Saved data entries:
--- START ---
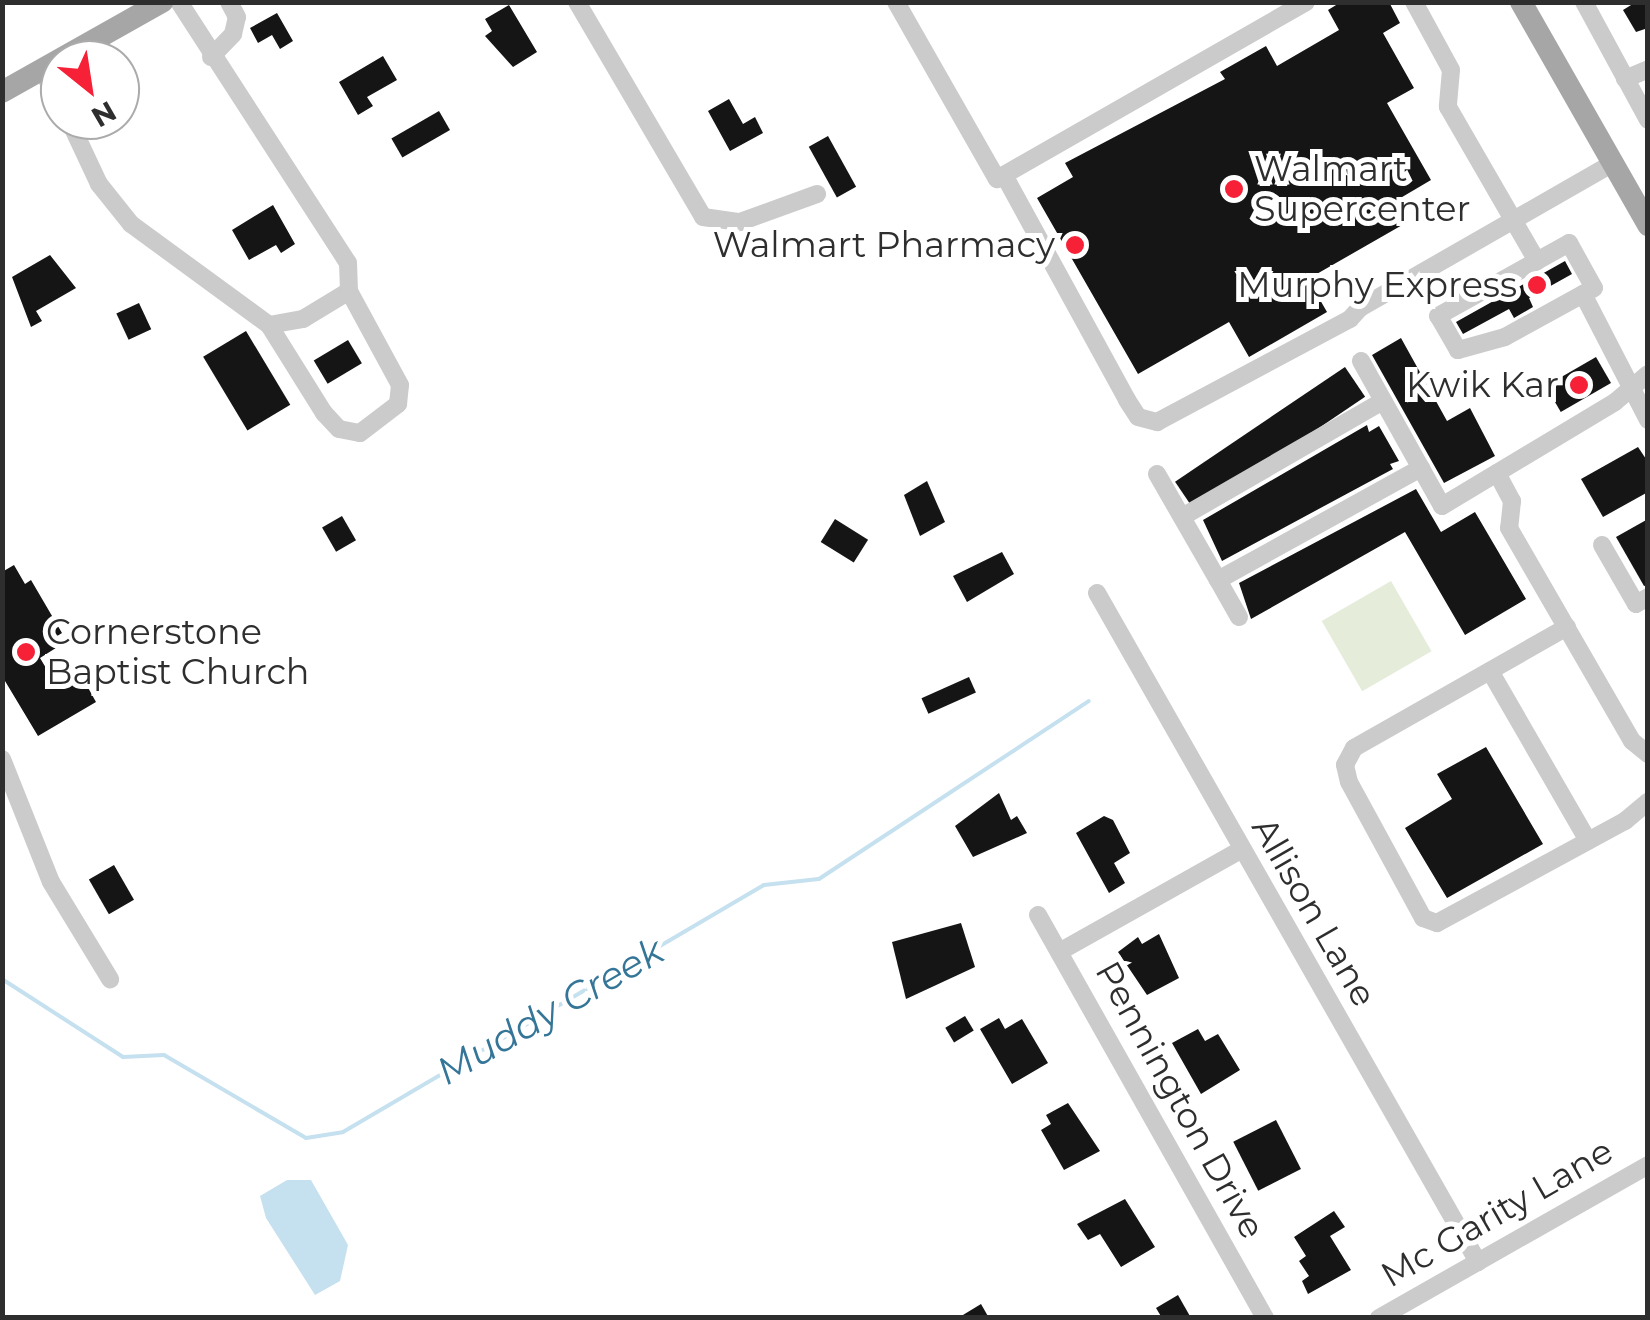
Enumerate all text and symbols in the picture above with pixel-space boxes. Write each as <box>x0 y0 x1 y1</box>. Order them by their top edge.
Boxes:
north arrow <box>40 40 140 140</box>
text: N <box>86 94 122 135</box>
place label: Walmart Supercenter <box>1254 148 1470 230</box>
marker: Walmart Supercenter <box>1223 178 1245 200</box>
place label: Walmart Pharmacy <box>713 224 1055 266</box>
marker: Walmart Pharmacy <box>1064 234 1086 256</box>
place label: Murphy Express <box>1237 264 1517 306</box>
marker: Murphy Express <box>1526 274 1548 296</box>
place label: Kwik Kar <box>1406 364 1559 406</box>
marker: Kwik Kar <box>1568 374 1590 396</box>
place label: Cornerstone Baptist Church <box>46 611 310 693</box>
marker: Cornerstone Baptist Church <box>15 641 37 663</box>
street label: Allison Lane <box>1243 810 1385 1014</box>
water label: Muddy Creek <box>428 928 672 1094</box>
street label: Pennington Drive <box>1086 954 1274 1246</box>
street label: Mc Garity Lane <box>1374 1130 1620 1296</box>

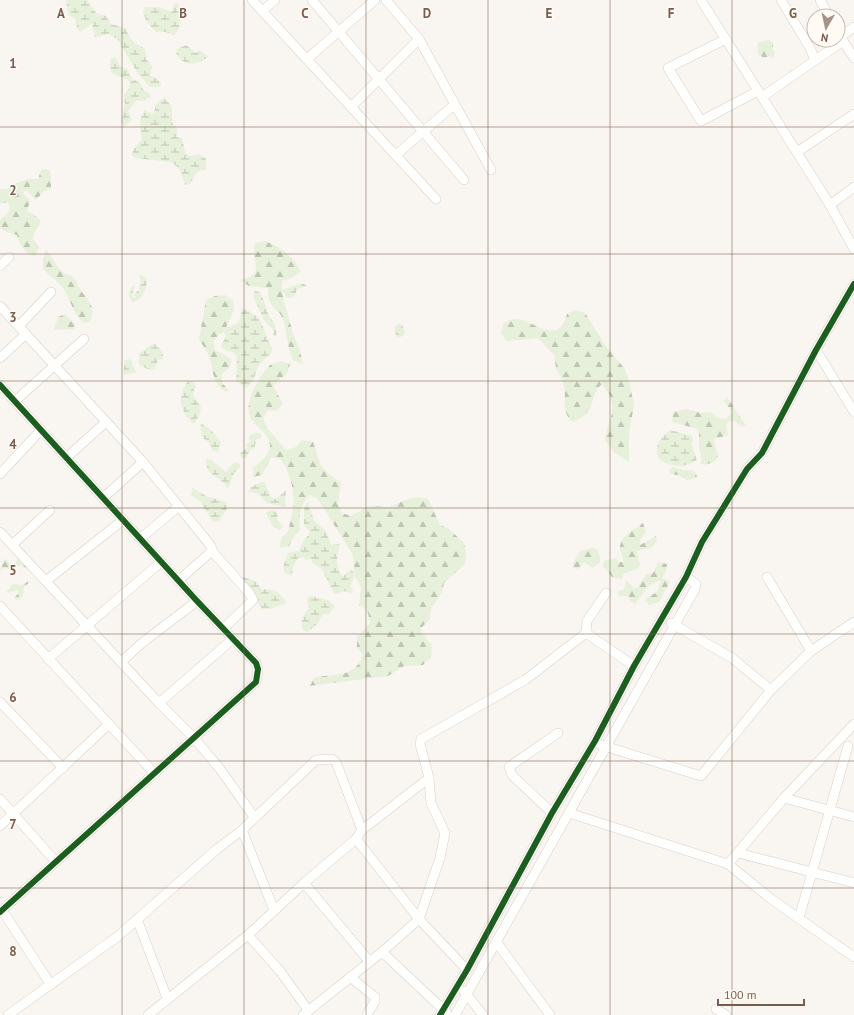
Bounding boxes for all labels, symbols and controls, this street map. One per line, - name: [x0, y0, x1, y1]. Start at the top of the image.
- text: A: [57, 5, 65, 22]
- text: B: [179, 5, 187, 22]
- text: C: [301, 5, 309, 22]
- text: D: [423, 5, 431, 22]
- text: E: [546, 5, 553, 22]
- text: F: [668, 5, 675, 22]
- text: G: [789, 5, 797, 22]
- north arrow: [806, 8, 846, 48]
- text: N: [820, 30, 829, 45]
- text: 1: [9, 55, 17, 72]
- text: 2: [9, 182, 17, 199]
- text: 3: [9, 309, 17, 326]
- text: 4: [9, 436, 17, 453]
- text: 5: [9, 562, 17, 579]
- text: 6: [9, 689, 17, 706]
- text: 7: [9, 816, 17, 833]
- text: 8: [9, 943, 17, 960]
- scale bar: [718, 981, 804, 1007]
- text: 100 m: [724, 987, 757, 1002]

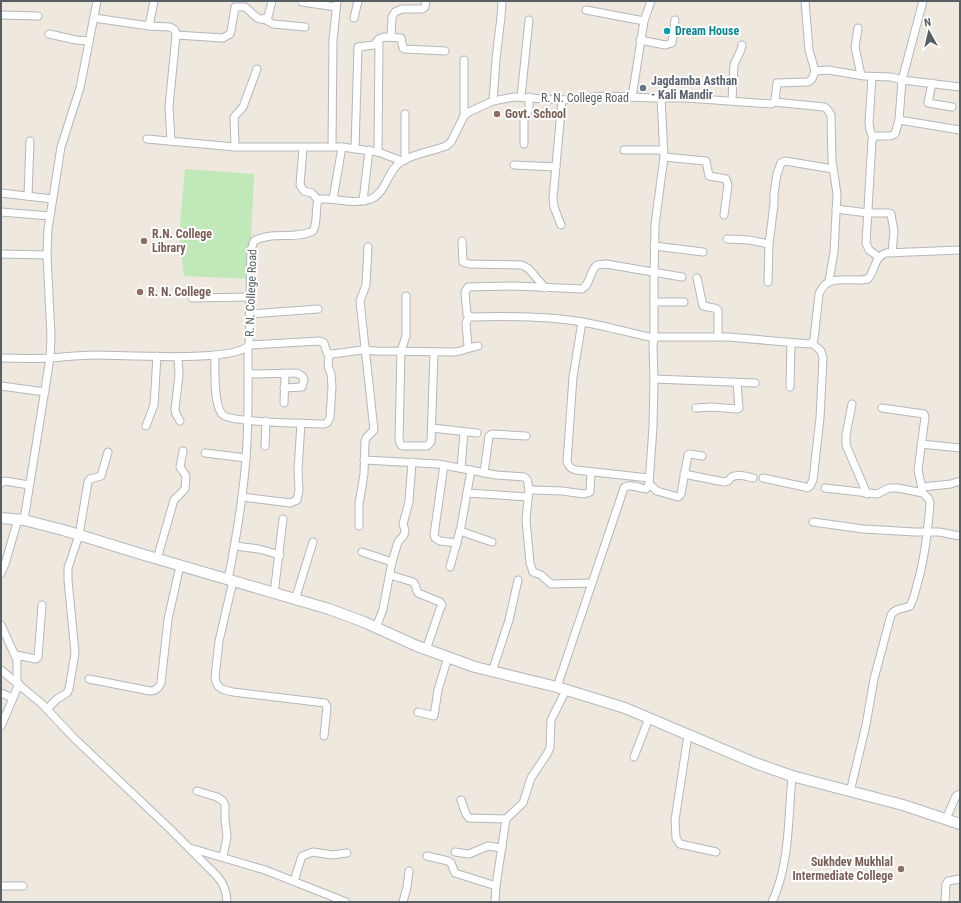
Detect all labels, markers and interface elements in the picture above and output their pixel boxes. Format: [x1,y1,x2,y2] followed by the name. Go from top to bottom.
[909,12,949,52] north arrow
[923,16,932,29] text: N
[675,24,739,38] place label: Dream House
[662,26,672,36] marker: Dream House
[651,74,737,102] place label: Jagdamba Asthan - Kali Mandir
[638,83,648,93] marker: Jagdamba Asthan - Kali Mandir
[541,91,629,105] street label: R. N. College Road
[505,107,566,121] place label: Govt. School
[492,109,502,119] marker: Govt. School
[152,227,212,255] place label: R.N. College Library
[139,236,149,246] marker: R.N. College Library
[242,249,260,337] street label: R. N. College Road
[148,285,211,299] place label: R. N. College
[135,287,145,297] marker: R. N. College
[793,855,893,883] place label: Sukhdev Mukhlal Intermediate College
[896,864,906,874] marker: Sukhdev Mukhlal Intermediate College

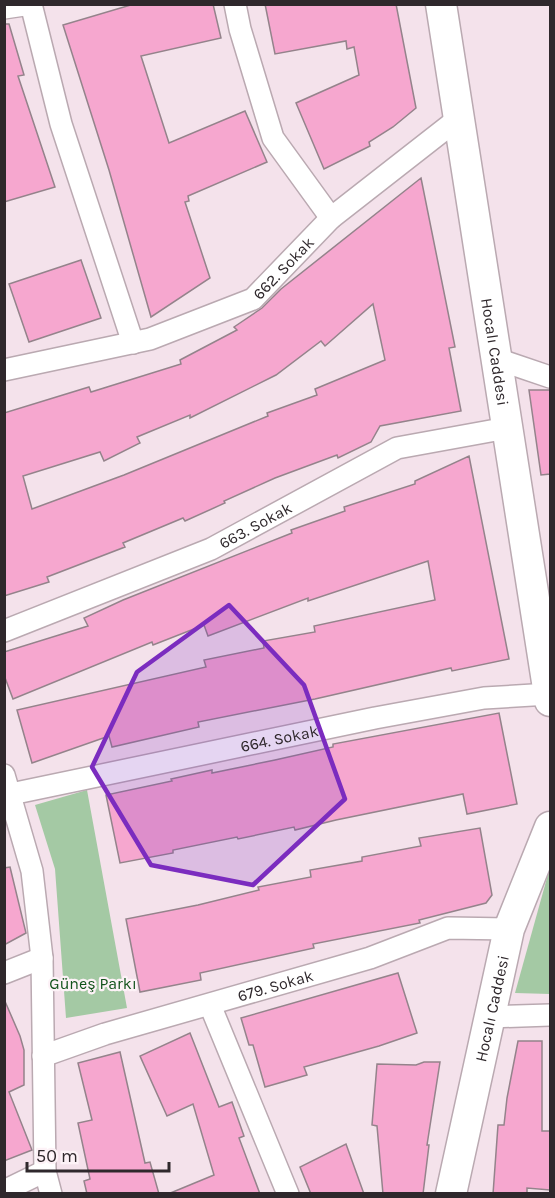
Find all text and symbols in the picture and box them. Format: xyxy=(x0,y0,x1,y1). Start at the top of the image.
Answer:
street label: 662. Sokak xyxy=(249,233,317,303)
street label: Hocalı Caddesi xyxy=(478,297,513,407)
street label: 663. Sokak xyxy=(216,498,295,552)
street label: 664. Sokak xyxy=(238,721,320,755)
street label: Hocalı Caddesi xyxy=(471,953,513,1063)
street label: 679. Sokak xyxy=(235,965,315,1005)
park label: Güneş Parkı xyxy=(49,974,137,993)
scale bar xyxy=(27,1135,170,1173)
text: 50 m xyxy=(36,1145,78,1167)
--- END ---
Task goal: Lines holding the word "them" should be copied from the entries above.

Exercise answer:
Enumerate all text and symbols in the picture above with pixel-space boxes. Write each as <box>x0 y0 x1 y1</box>. Order them by their top edge.
Find all text and symbols in the picture and box them. Format: xyxy=(x0,y0,x1,y1). Start at the top of the image.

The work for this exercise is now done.